### WORK ITEM:
Which lines in the records below contain the word "button"? Copy each of them.

### SUPPLIED MATERIAL:
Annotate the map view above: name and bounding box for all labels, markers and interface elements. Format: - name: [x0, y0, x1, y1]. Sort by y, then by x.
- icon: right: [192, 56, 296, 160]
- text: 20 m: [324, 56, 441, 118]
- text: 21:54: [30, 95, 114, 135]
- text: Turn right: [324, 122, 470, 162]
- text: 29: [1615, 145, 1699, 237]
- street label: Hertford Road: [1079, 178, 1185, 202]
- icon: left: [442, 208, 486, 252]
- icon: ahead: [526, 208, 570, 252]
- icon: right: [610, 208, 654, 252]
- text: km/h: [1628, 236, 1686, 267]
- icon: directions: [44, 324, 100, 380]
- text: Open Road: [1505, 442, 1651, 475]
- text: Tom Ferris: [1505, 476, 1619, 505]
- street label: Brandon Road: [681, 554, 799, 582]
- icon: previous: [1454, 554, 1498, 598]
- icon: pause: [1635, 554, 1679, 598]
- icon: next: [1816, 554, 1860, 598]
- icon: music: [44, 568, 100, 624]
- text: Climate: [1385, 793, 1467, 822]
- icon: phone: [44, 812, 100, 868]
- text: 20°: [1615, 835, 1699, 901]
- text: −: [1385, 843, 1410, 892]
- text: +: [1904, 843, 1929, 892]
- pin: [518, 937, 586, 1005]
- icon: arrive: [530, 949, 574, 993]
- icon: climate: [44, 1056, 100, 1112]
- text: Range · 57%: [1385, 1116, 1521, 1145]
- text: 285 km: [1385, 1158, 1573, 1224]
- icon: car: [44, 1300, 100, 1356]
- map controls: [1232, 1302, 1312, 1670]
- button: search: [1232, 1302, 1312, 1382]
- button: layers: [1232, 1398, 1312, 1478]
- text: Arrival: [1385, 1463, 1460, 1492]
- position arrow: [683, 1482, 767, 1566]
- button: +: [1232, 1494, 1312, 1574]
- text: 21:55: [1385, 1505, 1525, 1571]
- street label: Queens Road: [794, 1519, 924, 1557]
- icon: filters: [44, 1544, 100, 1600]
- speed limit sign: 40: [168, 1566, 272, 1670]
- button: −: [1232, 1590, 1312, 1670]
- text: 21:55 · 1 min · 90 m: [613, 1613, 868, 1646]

### ANSWER SPACE:
- button: search: [1232, 1302, 1312, 1382]
- button: layers: [1232, 1398, 1312, 1478]
- button: +: [1232, 1494, 1312, 1574]
- button: −: [1232, 1590, 1312, 1670]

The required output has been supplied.